Advantage of a Simple “Database” Format
One fairly common criticism of the pacman package manager is that is very slow due to not using some sort of binary database as its backend. I found suggestions to use sqlite dating back to 2005 (although I am sure they go back further) and mailing list activity peaked around late 2007. Speed is one of pacman’s main features – and it beats the competition by a wide margin according to Linux Format – but I guess people want it even faster.
The problem is that we use a filesystem based “database” where each package has its information stored in multiple files. This means that we can get fragmentation of our “database” and the reading of all these files from the filesystem can be quite slow. Usually most of this is cached by the kernel after the first read so speed improves markedly after the first usage.
This was improved a lot in the pacman 3.5 release (March 2011). The sync databases started to be read directly from the downloaded tarball and the local database had the “desc” and “depends” files for each package merged into one file. This increased the speed of reading from the sync databases massively and was a reasonable improvement to the local database too.
So the local package “database” could be improved by reducing it to one or a few files. But every time I think about changing it, I am reminded why I like the plain text file format. I was updating a reasonably out of date computer when I had an issue with the python-pygame package being renamed to python2-pygame. All packages needing in the Arch Linux repos were rebuilt with the new dependency name, so it did not need a provides entry. But my solarwolf package from the AUR still depended on the old name:
$ pacman -S python2-pygame
looking for inter-conflicts...
:: python2-pygame and python-pygame are in conflict. Remove python-pygame? [y/N] y
error: failed to prepare transaction (could not satisfy dependencies)
:: solarwolf: requires python-pygame
As we have a file based database, adjusting the dependency is easy without rebuilding the package. Just open the relevant file and edit away (or use sed…)

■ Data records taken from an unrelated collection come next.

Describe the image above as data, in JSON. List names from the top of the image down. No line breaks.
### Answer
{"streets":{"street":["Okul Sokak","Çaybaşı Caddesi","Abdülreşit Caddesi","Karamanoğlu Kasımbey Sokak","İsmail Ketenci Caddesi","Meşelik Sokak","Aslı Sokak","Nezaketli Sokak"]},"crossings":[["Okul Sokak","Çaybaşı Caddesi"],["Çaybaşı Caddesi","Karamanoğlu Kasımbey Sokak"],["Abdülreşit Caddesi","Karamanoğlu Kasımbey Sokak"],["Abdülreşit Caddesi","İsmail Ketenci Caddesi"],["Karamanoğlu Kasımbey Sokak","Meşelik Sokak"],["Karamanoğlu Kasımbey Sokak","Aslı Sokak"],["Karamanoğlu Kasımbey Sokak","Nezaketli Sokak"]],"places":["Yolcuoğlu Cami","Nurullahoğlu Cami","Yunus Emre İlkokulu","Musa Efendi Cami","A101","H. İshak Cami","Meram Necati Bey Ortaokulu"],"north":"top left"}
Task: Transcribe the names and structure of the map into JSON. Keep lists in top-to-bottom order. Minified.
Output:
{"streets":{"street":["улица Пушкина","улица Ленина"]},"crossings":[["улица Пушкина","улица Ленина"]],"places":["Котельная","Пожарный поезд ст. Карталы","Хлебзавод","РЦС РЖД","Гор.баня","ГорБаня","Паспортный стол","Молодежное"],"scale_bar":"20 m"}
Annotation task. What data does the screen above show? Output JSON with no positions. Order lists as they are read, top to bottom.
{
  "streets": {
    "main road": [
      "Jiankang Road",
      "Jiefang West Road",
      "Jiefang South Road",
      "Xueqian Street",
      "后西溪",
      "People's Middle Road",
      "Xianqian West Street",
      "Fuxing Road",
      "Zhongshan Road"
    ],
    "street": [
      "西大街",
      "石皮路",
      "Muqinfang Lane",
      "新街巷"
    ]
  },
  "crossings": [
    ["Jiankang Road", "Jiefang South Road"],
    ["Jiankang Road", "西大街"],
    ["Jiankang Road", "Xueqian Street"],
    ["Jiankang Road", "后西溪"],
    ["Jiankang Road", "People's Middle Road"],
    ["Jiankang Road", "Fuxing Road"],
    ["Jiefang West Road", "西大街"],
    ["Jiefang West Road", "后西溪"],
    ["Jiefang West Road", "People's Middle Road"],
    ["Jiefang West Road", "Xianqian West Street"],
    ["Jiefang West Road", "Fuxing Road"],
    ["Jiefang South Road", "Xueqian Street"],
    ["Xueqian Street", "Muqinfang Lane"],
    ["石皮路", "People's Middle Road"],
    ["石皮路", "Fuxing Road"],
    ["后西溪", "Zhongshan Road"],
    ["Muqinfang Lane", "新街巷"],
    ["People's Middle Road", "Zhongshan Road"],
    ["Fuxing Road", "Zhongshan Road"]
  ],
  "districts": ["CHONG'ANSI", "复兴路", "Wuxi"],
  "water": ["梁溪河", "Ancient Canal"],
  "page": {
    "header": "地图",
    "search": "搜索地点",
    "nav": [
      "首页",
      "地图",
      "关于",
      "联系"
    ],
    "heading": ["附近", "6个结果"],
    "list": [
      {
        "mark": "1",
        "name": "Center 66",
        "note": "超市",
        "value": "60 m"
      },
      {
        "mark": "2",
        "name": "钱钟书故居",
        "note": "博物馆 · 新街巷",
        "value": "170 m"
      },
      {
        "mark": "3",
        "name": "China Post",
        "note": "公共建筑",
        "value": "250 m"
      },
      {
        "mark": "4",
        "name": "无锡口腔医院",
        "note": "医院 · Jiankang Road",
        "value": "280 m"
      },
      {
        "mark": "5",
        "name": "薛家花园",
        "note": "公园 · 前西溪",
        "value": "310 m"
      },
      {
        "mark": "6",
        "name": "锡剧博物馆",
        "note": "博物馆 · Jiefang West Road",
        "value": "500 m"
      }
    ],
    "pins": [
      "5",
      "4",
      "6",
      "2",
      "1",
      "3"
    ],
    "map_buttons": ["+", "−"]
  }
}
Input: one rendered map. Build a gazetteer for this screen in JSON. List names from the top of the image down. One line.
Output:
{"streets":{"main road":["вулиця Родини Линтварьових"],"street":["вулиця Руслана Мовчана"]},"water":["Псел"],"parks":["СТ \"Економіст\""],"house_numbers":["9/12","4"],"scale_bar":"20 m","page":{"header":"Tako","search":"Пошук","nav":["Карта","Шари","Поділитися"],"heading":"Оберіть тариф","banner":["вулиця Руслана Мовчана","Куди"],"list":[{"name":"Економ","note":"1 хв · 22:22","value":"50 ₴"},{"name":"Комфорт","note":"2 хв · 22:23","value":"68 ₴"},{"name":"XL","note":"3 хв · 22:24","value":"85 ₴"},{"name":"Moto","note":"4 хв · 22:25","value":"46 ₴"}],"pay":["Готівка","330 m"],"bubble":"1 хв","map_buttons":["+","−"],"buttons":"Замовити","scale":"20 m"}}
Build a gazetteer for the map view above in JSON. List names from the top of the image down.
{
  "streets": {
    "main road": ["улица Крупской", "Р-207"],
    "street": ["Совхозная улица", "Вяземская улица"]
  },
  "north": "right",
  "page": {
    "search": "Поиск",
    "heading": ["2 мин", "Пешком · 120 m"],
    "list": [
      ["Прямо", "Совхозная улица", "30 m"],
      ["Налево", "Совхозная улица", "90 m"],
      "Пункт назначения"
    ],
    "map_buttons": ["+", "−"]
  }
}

$ vim /var/lib/pacman/local/solarwolf-1.5-5/desc
Now I can see my local database has an issue using the handy testdb tool – solarwolf depends on python2-pygame, but that is not installed.
missing python2-pygame dependency for solarwolf
But now I update as usual, installing python2-pygame which removes python-pygame, and my local pacman database is fully consistent.
I am sure all of this would still be possible if the database was in some other format, but it would have required more tools than a simple text editor. Of course, most people should never need to edit their local database, but I have introduced changes to it several times during pacman development and I consider being able to easily fix or revert these in the category of a “good thing”. And yes, I develop and test directly on my production system…
Of course, it is better to use a real database in performance critical situations. But pacman really does not fall into that category.